Work instruction: Below are the records; restate all of them word for word.

Exercise inputs:
# # # # #
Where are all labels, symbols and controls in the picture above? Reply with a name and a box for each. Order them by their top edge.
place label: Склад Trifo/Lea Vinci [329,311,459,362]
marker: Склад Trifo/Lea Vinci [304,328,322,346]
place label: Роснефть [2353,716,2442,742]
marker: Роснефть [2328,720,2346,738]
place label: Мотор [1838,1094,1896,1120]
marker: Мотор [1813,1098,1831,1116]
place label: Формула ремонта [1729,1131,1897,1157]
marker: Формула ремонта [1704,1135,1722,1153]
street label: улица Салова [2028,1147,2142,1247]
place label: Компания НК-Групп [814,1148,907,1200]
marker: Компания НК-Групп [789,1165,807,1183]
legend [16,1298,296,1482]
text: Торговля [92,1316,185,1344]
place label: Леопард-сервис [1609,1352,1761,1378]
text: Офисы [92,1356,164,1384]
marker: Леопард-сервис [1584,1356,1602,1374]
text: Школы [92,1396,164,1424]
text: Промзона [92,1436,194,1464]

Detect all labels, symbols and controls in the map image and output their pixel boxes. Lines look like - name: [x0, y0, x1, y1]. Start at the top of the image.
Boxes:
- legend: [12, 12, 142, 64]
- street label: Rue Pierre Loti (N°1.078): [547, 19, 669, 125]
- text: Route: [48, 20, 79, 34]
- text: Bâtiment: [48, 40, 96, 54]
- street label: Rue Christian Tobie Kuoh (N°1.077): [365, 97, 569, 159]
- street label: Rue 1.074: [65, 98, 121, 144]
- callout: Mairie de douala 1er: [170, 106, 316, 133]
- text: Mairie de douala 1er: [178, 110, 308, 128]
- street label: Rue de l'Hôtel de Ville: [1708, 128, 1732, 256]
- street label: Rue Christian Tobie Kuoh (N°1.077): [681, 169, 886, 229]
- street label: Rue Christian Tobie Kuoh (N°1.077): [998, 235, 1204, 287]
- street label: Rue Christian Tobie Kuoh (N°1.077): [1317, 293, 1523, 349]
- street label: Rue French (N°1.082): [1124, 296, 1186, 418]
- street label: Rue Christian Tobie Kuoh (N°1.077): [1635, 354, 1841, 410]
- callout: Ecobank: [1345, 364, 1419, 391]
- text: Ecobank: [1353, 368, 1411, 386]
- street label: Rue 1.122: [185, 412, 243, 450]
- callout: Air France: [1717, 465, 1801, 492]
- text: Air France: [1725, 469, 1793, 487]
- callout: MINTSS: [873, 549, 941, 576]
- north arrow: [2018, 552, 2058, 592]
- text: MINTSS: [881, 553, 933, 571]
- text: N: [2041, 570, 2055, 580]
# # # # #
Reply to the task:
Where are all labels, symbols and controls in the picture above? Reply with a name and a box for each. Order them by their top edge.
place label: Склад Trifo/Lea Vinci [329,311,459,362]
marker: Склад Trifo/Lea Vinci [304,328,322,346]
place label: Роснефть [2353,716,2442,742]
marker: Роснефть [2328,720,2346,738]
place label: Мотор [1838,1094,1896,1120]
marker: Мотор [1813,1098,1831,1116]
place label: Формула ремонта [1729,1131,1897,1157]
marker: Формула ремонта [1704,1135,1722,1153]
street label: улица Салова [2028,1147,2142,1247]
place label: Компания НК-Групп [814,1148,907,1200]
marker: Компания НК-Групп [789,1165,807,1183]
legend [16,1298,296,1482]
text: Торговля [92,1316,185,1344]
place label: Леопард-сервис [1609,1352,1761,1378]
text: Офисы [92,1356,164,1384]
marker: Леопард-сервис [1584,1356,1602,1374]
text: Школы [92,1396,164,1424]
text: Промзона [92,1436,194,1464]

Detect all labels, symbols and controls in the map image and output their pixel boxes. Lines look like - name: [x0, y0, x1, y1]. Start at the top of the image.
Boxes:
- legend: [12, 12, 142, 64]
- street label: Rue Pierre Loti (N°1.078): [547, 19, 669, 125]
- text: Route: [48, 20, 79, 34]
- text: Bâtiment: [48, 40, 96, 54]
- street label: Rue Christian Tobie Kuoh (N°1.077): [365, 97, 569, 159]
- street label: Rue 1.074: [65, 98, 121, 144]
- callout: Mairie de douala 1er: [170, 106, 316, 133]
- text: Mairie de douala 1er: [178, 110, 308, 128]
- street label: Rue de l'Hôtel de Ville: [1708, 128, 1732, 256]
- street label: Rue Christian Tobie Kuoh (N°1.077): [681, 169, 886, 229]
- street label: Rue Christian Tobie Kuoh (N°1.077): [998, 235, 1204, 287]
- street label: Rue Christian Tobie Kuoh (N°1.077): [1317, 293, 1523, 349]
- street label: Rue French (N°1.082): [1124, 296, 1186, 418]
- street label: Rue Christian Tobie Kuoh (N°1.077): [1635, 354, 1841, 410]
- callout: Ecobank: [1345, 364, 1419, 391]
- text: Ecobank: [1353, 368, 1411, 386]
- street label: Rue 1.122: [185, 412, 243, 450]
- callout: Air France: [1717, 465, 1801, 492]
- text: Air France: [1725, 469, 1793, 487]
- callout: MINTSS: [873, 549, 941, 576]
- north arrow: [2018, 552, 2058, 592]
- text: MINTSS: [881, 553, 933, 571]
- text: N: [2041, 570, 2055, 580]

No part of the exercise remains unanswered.